• _What needs to be done_
Your answer should be the records again, unchanged in wording and free of images.

Collected data
- - -

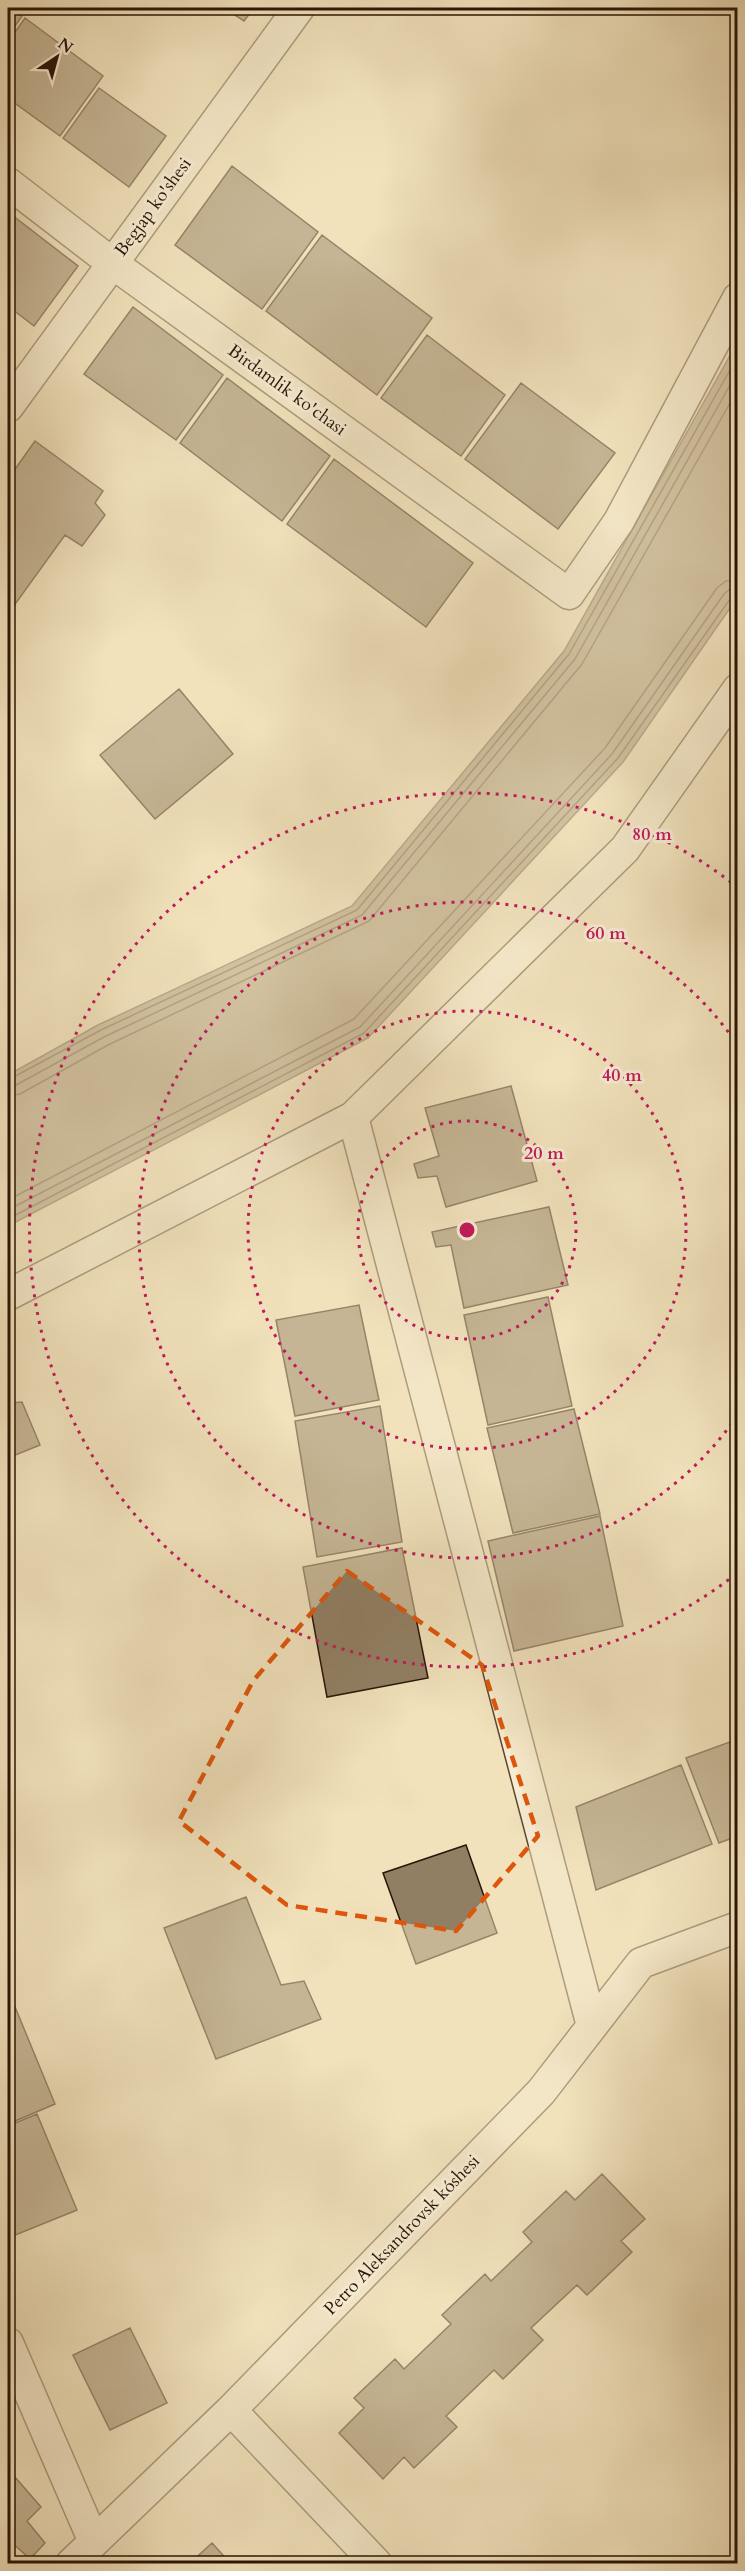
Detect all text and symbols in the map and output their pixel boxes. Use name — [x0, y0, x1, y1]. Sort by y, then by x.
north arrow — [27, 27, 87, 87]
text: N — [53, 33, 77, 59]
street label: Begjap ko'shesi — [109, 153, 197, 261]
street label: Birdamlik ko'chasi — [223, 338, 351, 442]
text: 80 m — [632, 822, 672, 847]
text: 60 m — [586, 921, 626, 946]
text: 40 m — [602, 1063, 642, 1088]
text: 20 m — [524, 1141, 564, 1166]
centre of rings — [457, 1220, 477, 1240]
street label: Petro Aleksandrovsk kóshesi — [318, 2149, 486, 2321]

- - -

• _Reply to the task_
Detect all text and symbols in the map and output their pixel boxes. Use name — [x0, y0, x1, y1]. Sort by y, then by x.
north arrow — [27, 27, 87, 87]
text: N — [53, 33, 77, 59]
street label: Begjap ko'shesi — [109, 153, 197, 261]
street label: Birdamlik ko'chasi — [223, 338, 351, 442]
text: 80 m — [632, 822, 672, 847]
text: 60 m — [586, 921, 626, 946]
text: 40 m — [602, 1063, 642, 1088]
text: 20 m — [524, 1141, 564, 1166]
centre of rings — [457, 1220, 477, 1240]
street label: Petro Aleksandrovsk kóshesi — [318, 2149, 486, 2321]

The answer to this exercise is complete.